▶ [EXERCISE REQUIREMENTS] Tally the lines below that hold the string "getContext", and report the tally by itself.

▶ [Stored data]
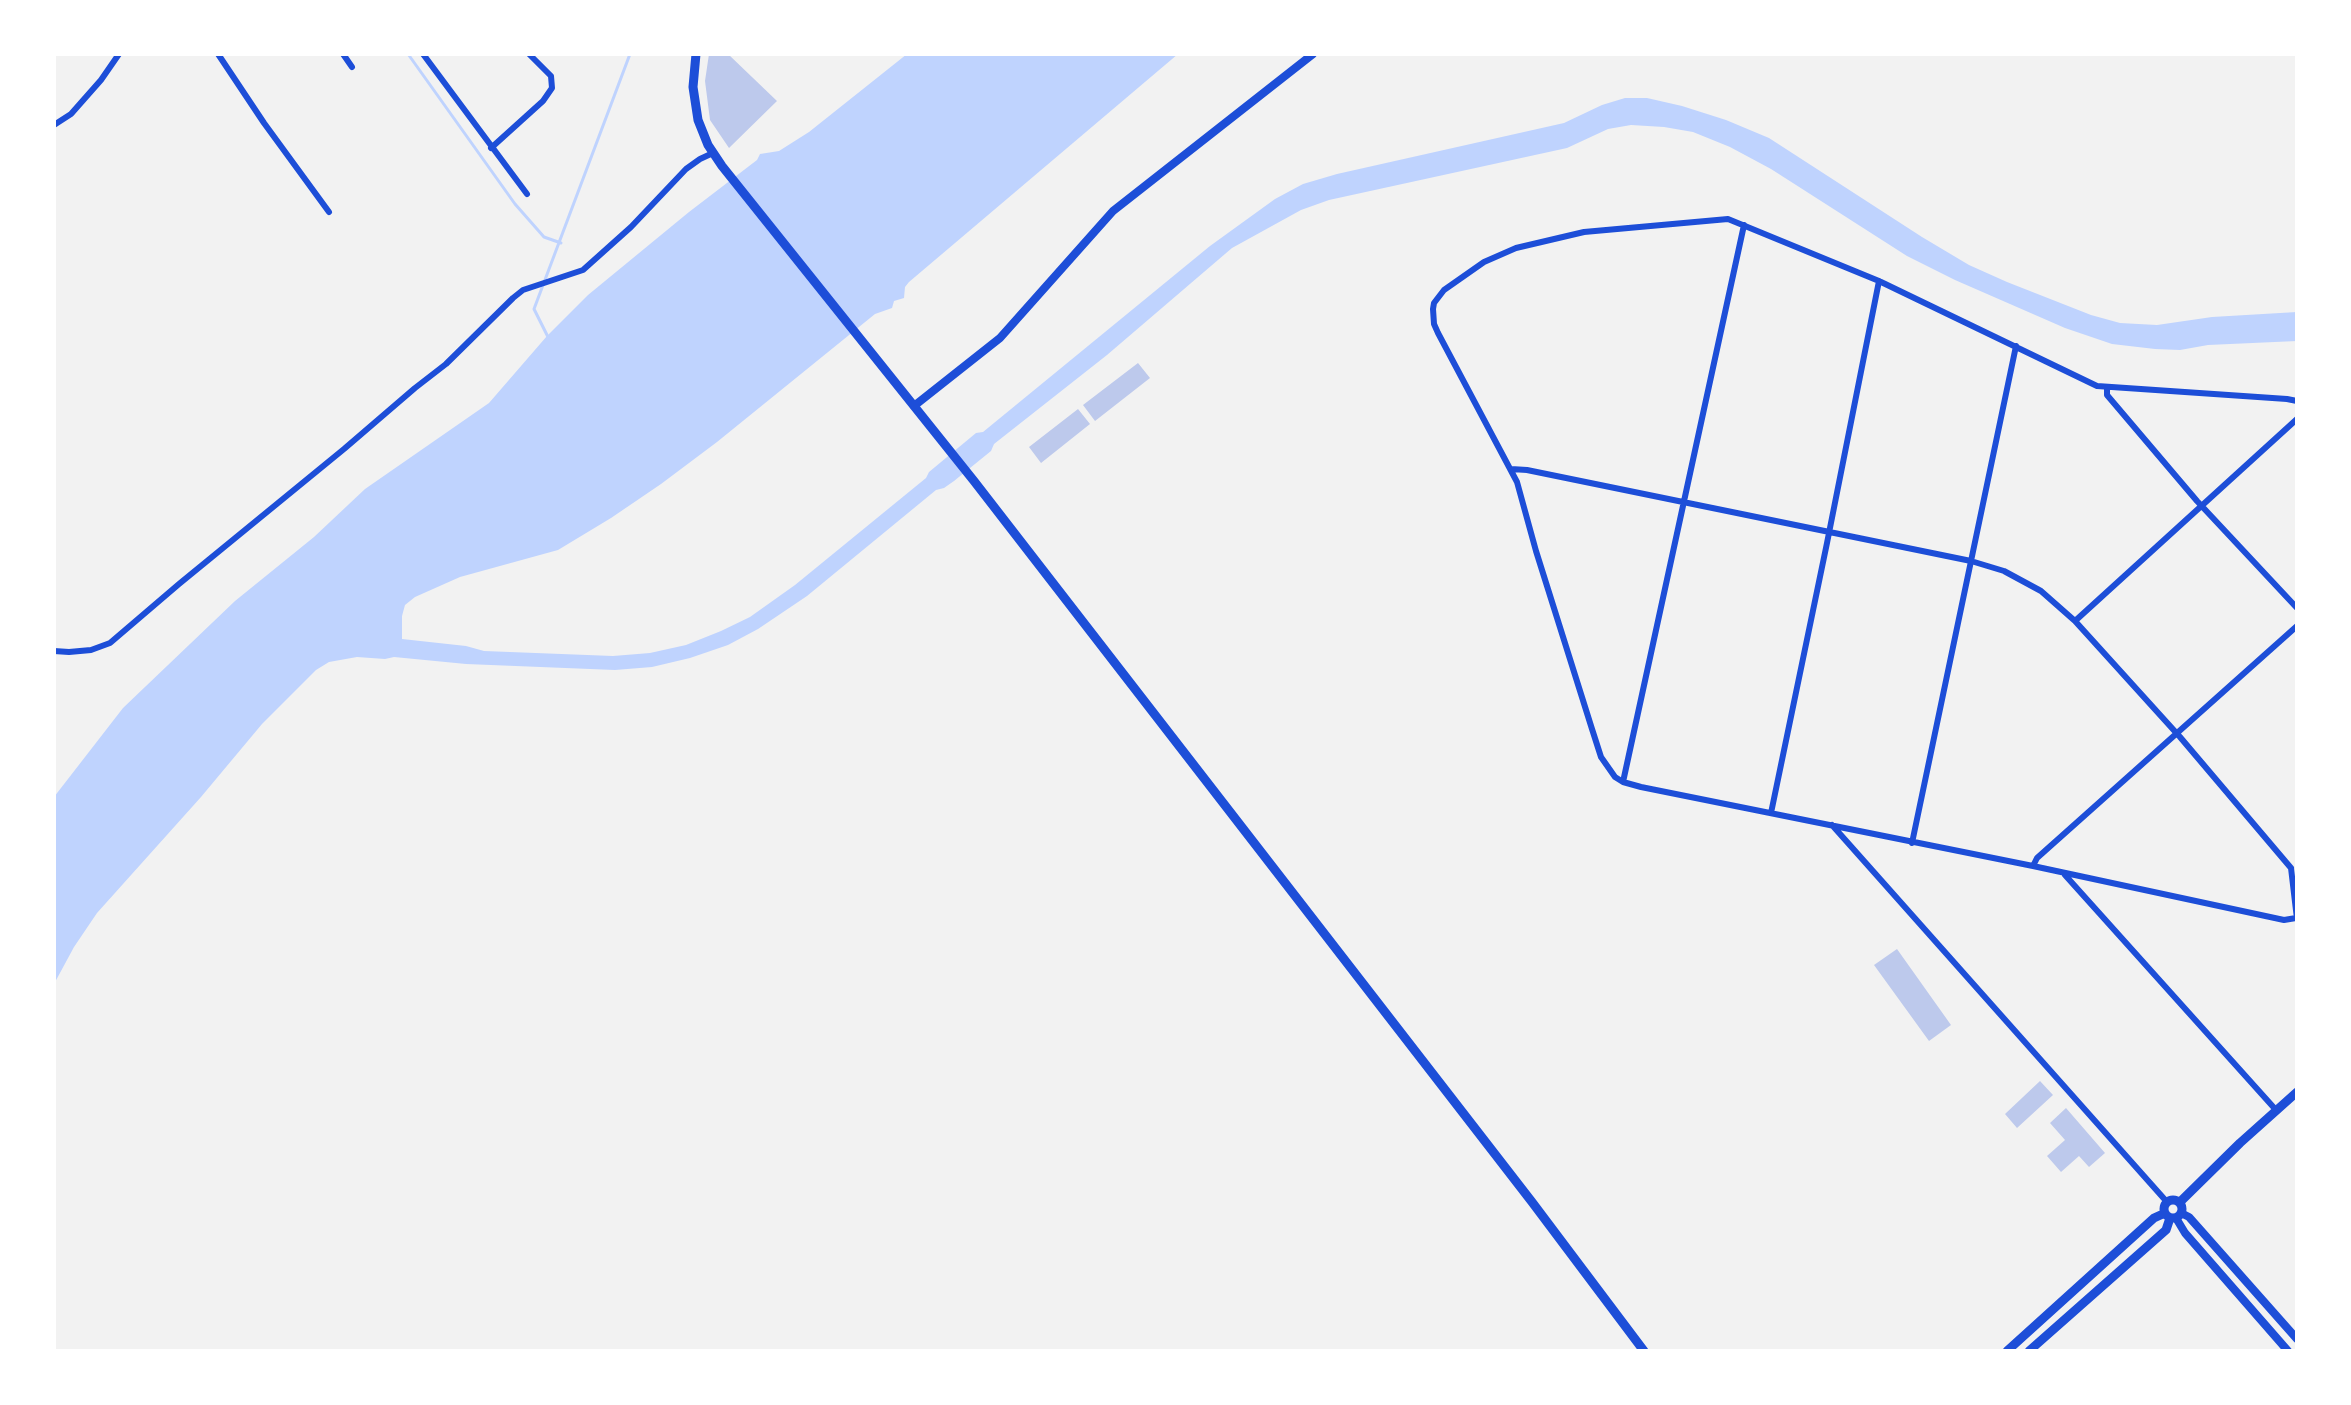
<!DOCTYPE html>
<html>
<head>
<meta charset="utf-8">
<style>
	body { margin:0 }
	#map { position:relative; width:2351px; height:1405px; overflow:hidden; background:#f2f2f2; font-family:"IBM Plex Serif",serif }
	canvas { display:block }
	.frame { position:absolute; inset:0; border:56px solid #fff; pointer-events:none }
</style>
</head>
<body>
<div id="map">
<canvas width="2351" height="1405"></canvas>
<div class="frame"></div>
</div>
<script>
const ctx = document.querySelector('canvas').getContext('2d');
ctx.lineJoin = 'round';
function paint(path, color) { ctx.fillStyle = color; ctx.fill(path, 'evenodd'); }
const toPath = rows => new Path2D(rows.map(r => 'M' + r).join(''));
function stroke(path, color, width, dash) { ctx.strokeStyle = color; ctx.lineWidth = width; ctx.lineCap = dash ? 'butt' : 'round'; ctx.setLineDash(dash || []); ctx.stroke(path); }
const water = toPath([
	[907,54,1178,54,909,282,905,287,904,298,894,301,892,308,875,314,717,442,661,484,611,518,558,550,460,577,415,597,405,605,402,616,402,639,466,646,484,651,613,656,650,653,686,645,721,631,750,617,795,585,926,478,929,472,976,433,983,432,1210,246,1275,199,1303,184,1337,174,1564,123,1602,105,1625,98,1647,98,1682,106,1726,120,1769,138,1922,237,1969,265,2007,282,2091,315,2120,323,2157,325,2212,317,2297,312,2297,341,2208,345,2180,350,2155,349,2112,344,2065,328,1955,280,1907,256,1771,169,1730,147,1693,132,1664,127,1631,125,1608,129,1567,148,1329,200,1301,210,1232,248,1107,355,994,444,991,451,954,481,944,488,936,490,807,596,758,629,728,645,690,658,652,667,615,670,466,664,394,657,385,659,357,657,329,662,316,670,262,724,201,797,97,913,74,947,54,984,54,797,123,708,235,601,314,537,365,489,489,403,547,336,588,295,689,212,757,160,760,154,779,151,809,132]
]);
const stream = toPath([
	[408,54,515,204,544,237,561,243],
	[548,337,534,309,630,54]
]);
const building = toPath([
	[709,54,728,54,777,101,729,148,710,120,705,81],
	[1138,363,1150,378,1095,421,1083,405],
	[1078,409,1090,424,1041,463,1029,447],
	[1897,949,1951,1025,1929,1041,1874,965],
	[2040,1081,2053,1095,2017,1128,2005,1114],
	[2066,1108,2105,1153,2089,1167,2079,1156,2061,1172,2047,1156,2065,1140,2050,1123]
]);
const minor = toPath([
	[218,54,264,123,329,212],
	[343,54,352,67],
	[423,54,527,194],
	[54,125,71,114,101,80,119,54],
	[491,148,543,101,552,88,551,76,529,54],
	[2107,388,2107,395,2197,501,2297,608],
	[1511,469,1527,470,1971,561,2004,571,2041,591,2075,621,2180,737,2291,868],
	[2075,621,2297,419],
	[54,651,69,652,91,650,110,643,179,584,344,449,415,388,446,364,513,298,523,290,583,270,631,227,686,169,700,159,713,153],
	[1623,782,1744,225],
	[1771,813,1827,543,1879,281],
	[1832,825,2167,1202],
	[1912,843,2016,346],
	[2033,866,2037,858,2297,626],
	[2291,868,2297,919],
	[2065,875,2276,1110],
	[2296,918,2284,920,2033,866,1641,787,1623,782,1615,777,1601,757,1592,729,1536,551,1517,482,1438,333,1434,324,1433,309,1434,303,1444,290,1484,262,1516,248,1584,232,1728,219,1879,281,2097,386,2287,399,2297,401]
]);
const tertiary = toPath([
	[914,406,1000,338,1113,211,1313,54],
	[2181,1213,2189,1217,2297,1339],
	[2176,1218,2185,1233,2288,1351]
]);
const secondary = toPath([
	[696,54,693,87,698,120,708,145,722,166,974,481,1532,1202,1644,1351],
	'2164 1209a9 9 0 1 1 18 0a9 9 0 1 1-18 0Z',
	[2180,1202,2240,1143,2297,1092],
	[2007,1351,2154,1218,2165,1213],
	[2029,1351,2166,1230,2170,1218]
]);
paint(water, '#bfd3fe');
stroke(stream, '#bfd3fe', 3);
paint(building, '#bdc9ec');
stroke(minor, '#1d4ed8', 6);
stroke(tertiary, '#1d4ed8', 8);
stroke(secondary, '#1d4ed8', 9);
</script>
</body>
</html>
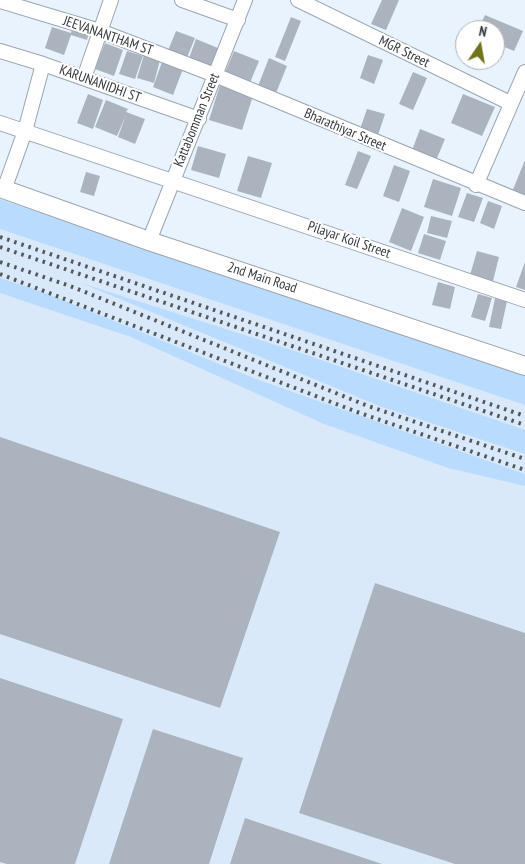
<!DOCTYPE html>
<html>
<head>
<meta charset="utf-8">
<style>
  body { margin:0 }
  #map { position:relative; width:525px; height:864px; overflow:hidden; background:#e9f3fd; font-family:"PT Sans Narrow",sans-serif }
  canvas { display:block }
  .north { position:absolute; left:455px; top:20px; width:50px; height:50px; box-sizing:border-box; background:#fff; border:1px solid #aeb0b1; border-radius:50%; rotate:12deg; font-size:14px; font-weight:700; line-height:20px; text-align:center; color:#35393d }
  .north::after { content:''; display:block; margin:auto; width:18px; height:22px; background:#6f7319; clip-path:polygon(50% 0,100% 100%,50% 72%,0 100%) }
</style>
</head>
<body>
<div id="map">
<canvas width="525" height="864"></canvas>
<div class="north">N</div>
</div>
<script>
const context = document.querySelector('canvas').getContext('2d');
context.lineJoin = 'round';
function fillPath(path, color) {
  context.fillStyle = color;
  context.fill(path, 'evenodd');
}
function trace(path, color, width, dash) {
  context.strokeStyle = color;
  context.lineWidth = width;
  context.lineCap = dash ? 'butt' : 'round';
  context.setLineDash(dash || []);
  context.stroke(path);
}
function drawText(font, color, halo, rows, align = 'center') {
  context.font = font + ' "PT Sans Narrow",sans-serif';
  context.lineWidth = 4;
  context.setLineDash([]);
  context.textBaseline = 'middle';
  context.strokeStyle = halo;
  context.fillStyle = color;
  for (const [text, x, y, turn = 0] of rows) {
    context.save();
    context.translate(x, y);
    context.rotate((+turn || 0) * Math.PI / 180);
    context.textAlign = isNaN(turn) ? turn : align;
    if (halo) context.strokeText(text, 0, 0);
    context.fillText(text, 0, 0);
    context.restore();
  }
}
fillPath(new Path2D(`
  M0 203 525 384V864H0Z`), '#dae9f9');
fillPath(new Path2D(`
  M0 199 525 373V405L0 229Z
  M0 278 43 292 256 379 525 474V486L448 468 324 424 131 337 0 293Z
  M81 283 298 352 525 430V454L382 407Z`), '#b9dcfe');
fillPath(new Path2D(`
  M382 0H399L386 30 371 24Z
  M485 15 523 31 514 51 495 43V30H478Z
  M291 17 301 21 285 61 275 57Z
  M52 27 71 33 72 28 89 33 87 40 71 35 64 55 45 48Z
  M176 31 195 38 186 60 167 53Z
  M196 39 218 48 210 69 188 61Z
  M105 43 123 50 114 76 95 69Z
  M127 51 143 56 135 79 119 74Z
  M234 51 259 61 249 85 224 75Z
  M144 55 160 60 154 83 137 78Z
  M368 55 383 60 374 84 360 78Z
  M269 58 287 66 276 93 258 86Z
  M162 62 183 69 173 95 153 87Z
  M413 72 427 78 413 110 399 104Z
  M220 85 253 96 242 130 209 120Z
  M88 94 103 100 93 129 77 123Z
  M463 94 495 107 482 136 451 123Z
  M106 100 128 109 126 112 145 119 135 144 118 137 126 115 117 136 95 127Z
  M367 109 385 114 377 138 359 132Z
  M420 129 445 139 435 163 411 153Z
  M198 146 226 154 219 178 191 170Z
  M358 151 371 156 357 189 345 185Z
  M248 156 272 163 261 198 237 191Z
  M525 160V197L512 192Z
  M394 165 410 171 399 202 383 196Z
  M86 172 100 176 94 196 80 192Z
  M433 179 461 188 452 216 424 207Z
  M467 193 483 198 474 222 458 217Z
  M488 201 502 206 494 229 480 223Z
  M402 208 424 217 411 251 389 242Z
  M431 216 452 221 447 238 427 233Z
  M424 234 446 241 440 260 418 253Z
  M477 251 499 257 493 281 470 275Z
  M525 262V290L516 287Z
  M438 282 455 287 450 309 432 305Z
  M478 294 492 298 485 321 471 317Z
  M495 298 507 301 501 329 489 327Z
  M0 437 280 532 220 708 0 634Z
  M375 583 525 633V864H455L299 813Z
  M0 678 123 719 75 864H7L0 862Z
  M153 729 243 758 209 864H109Z
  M245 818 382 864H230Z`), '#abb4be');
const minor = new Path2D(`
  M182 0 238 20
  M298 0 510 103
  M0 1 100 31 215 75 525 203
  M0 51 43 64 199 119
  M84 78 111 0
  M0 123 525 300
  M476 185 525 72
  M4 190 25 131 43 64
  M149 241 245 0`);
const tertiary = new Path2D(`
  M0 188 149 241 525 366`);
trace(minor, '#9ba5ae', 16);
trace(tertiary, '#9ba5ae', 20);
trace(minor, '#fff', 14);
trace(tertiary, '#fff', 18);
trace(new Path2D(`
  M0 237 525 416
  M0 247 525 425
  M0 262 70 286 368 406 525 459
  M0 274 357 412 525 470`), '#52575c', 4, [2.5, 5]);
drawText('14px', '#35393d', '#fff', [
  ["JEEVANANTHAM ST",108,36,19],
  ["MGR Street",404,52,26],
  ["KARUNANIDHI ST",100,84,20],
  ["Kattabomman Street",197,120,-68],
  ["Bharathiyar Street",345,130,23],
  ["Pilayar Koil Street",349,240,19],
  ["2nd Main Road",262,278,18]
]);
</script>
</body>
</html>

▶ [ANSWER AREA] 2